In other embodiments, a system may be described as comprising a camera; a display device; a speaker; one or more processors in communication with the camera, the display device, and the speaker; and a memory configured to store instructions that, when executed by the one or more processors, cause the one or more processors to perform steps comprising: an object identifier is generated based on an image from a real-time image feed provided by a camera. Generating the object identifier may include processing the image using one or more image processing techniques. The steps may also include determining that the object identifier corresponds to an image shortcut setting. The image shortcut settings may cause data to be provided in response to objects appearing in the real-time image feed. The steps may further include sending the query to a remote device configured to retrieve data in response to receiving the query; receiving data associated with an image shortcut setting from a remote device; and causing the data to be presented via at least one of a display device and a speaker.

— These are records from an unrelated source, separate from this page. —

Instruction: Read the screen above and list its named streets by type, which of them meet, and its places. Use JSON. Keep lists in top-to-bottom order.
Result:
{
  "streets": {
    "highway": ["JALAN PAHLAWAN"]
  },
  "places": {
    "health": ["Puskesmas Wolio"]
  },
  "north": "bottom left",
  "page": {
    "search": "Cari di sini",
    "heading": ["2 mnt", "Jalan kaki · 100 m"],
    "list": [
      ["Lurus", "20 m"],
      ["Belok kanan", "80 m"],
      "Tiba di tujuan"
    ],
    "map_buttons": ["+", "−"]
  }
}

The data may be presented simultaneously with a live image feed displayed on the display device. The steps may further include determining, by the real-time image feed, a contextual identifier of the image, wherein the query includes the contextual identifier. The context identifier may specify a location at which the image is generated by the camera. The system may further include a microphone, and the steps may further include receiving audio data from the microphone corresponding to a request from the user to cause generation of the image shortcut setting. The audio data may be received while the camera provides different images. The steps may further include identifying an object description from the audio data; determining a corresponding relation between the object description and different images; and generating an image shortcut setting based at least on the object description.
In other embodiments, a non-transitory computer-readable medium is set forth as storing instructions that, when executed by one or more processors, cause the one or more processors to perform steps comprising: receiving audio data in relation to the request for the assistant application to create the image shortcut setting; and receiving image data from a live image feed generated by a camera of the computing device, wherein the assistant application is accessible by the computing device. Steps may also include identifying a request for data from an assistant application from the audio data and identifying an object identifier from the image data that corresponds to an object at which a camera of the computing device is pointed. The step of identifying the object identifier may comprise processing the image data using one or more image processing techniques. The steps may further include generating an image shortcut setting based on the request and the object identifier. The image shortcut setting may be configured to cause the assistant application to respond to a real-time image feed generated by the camera. Additionally, the steps may include providing different image data associated with the object identifier in response to the camera such that the assistant application provides the data according to the image shortcut setting.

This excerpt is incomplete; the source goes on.